Naissance et développement du cinéma à Hollywood (1914-1940)
[modifier | modifier le code]C'est au cours de la Première Guerre mondiale que le cinéma prend son essor à Hollywood : dès 1913, les grands réalisateurs comme Cecil B. DeMille ou Jesse L. Lasky rejoignent Los Angeles. La guerre affaiblit le cinéma européen et permet à Hollywood de devenir « La Mecque mondiale du cinéma »[5]. Rapidement, Hollywood attire des acteurs et des techniciens et de grandes compagnies se constituent : les Warner Brothers Studios sont créés en 1923 à Hollywood. Dans les années 1930, la Metro-Goldwyn-Mayer devient la plus grande société de production d'Hollywood : ses studios s'étendent sur 35 000 hectares et emploient 6 000 personnes[6]. Elle produit de nombreux classiques, parmi lesquels Grand Hôtel ou la série des Tarzan et fait de Greta Garbo et de Joan Crawford des stars. Les oscars sont créés à la fin des années 1920. La Grande Dépression affecte Hollywood à partir de 1933.
Pendant et après la Seconde Guerre mondiale (1941-1950)
[modifier | modifier le code]Durant la Seconde Guerre mondiale, Los Angeles devint un centre de production d'avions, d'armes et de munitions.
En 1938, 60 % des avionneurs américains résidaient en Californie du Sud, principalement dans les régions métropolitaines de Los Angeles et de San Diego, on parle de plus d'une vingtaine de compagnies dont Douglas, Lockheed, Vega (en), Northrop, Hughes Aircraft, McDonnell pour ne citer que les plus grosses, plus leurs sous-traitants. La Californie à la fin de la seconde Guerre Mondiale détiendra 70 % de la fabrication aérospatiale aux États-Unis. De plus, la Marine avait grandement contribué à la croissance de San Diego et, dans une moindre mesure, à celle de Long Beach. les métropoles de San Diego et de Los Angeles devinrent le plus grand complexe militaro-industriel urbain du pays.
Des milliers d'Afro-Américains et de Blancs du sud y migrèrent pour prendre des emplois d'usine.
En 1950, Los Angeles était devenue un géant industriel et financier créé par la production pour la guerre et la migration. Los Angeles assemblait plus de voitures que toute autre ville des États-Unis à part Détroit, faisait plus de pneus que toute autre ville à part Akron (Ohio), faisait plus de meubles que Grand Rapids, et cousait plus de vêtements que toute autre ville à part New York. D'autre part, c'était la capitale nationale pour la production de films, de programmes radio et, quelques années plus tard, de programmes de télévision. La construction était un secteur en croissance exponentielle alors que des maisons étaient construites sur modèle dans des banlieues en expansion constante, le tout financé par les largesses de la Federal Housing Administration (créée comme partie du programme du New Deal).

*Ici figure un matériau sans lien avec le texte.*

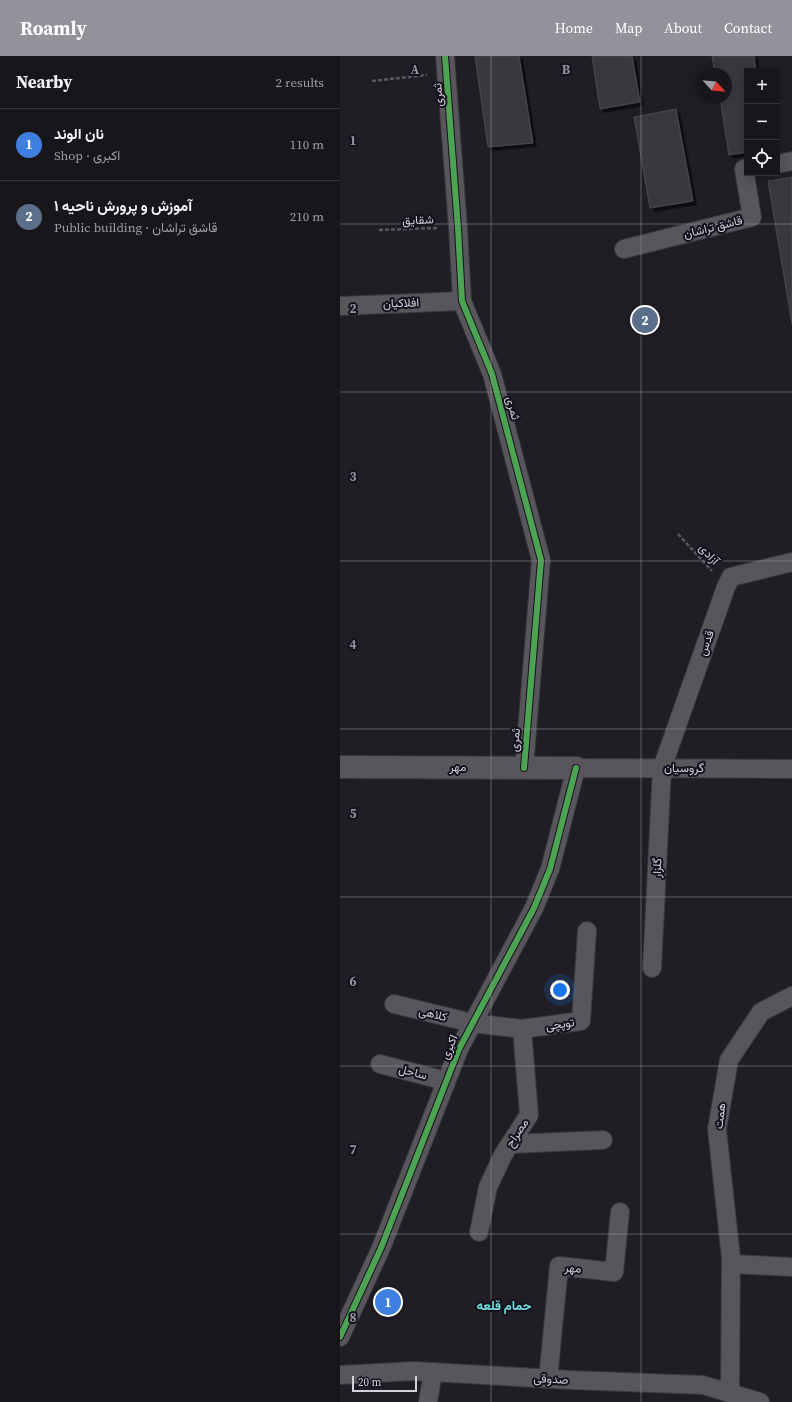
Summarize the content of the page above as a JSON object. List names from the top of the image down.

Los Angeles continua de s'étendre, en particulier avec le développement de la vallée de San Fernando et la construction des autoroutes, commencée dans les années 1940. Los Angeles devint une ville construite autour de l'automobile, avec tous les problèmes sociaux, politiques et de santé que cette dépendance peut produire.
La « suburbanisation » de la ville
[modifier | modifier le code]L'expansion urbaine de la ville devint une spécificité notable de la ville, et le rythme de l'expansion s'accéléra dans les premières décennies du XXe siècle. La vallée de San Fernando, parfois nommée « la banlieue de l'Amérique », devint un site favori de construction, et la ville commença à grandir au-delà de son site originel vers l'océan et l'est.
La pollution et les crises de smog
[modifier | modifier le code]Bien que la ville s'agrandissait, la croissance de population, de voitures, et d'industrie contribuaient à une crise de pollution de l'air et aux smogs fréquents dont la ville devint célèbre. À cause de la situation naturelle de la ville au sein du Bassin de Los Angeles, des émissions et la pollution ont tendance à devenir piégés et à s'aggraver.
Dès les années 1940, il y avait plus de 1 million de voitures dans la ville et les smogs devenaient de plus en plus sévères. La croissance industrielle et démographique qui eut lieu pendant la Seconde Guerre Mondiale causa également une forte augmentation de la pollution[7]. Une vague de smog en juillet 1943 était si sévère qu'elle fit croire aux habitants que les japonais avaient attaqué la ville avec des armes chimiques[8]. Pendant les années 1960, la ville enregistrait annuellement 200 de jours de smog en moyenne[8]. Mais le lien entre les voitures et le smog ne fut pas compris avant années 1950[9].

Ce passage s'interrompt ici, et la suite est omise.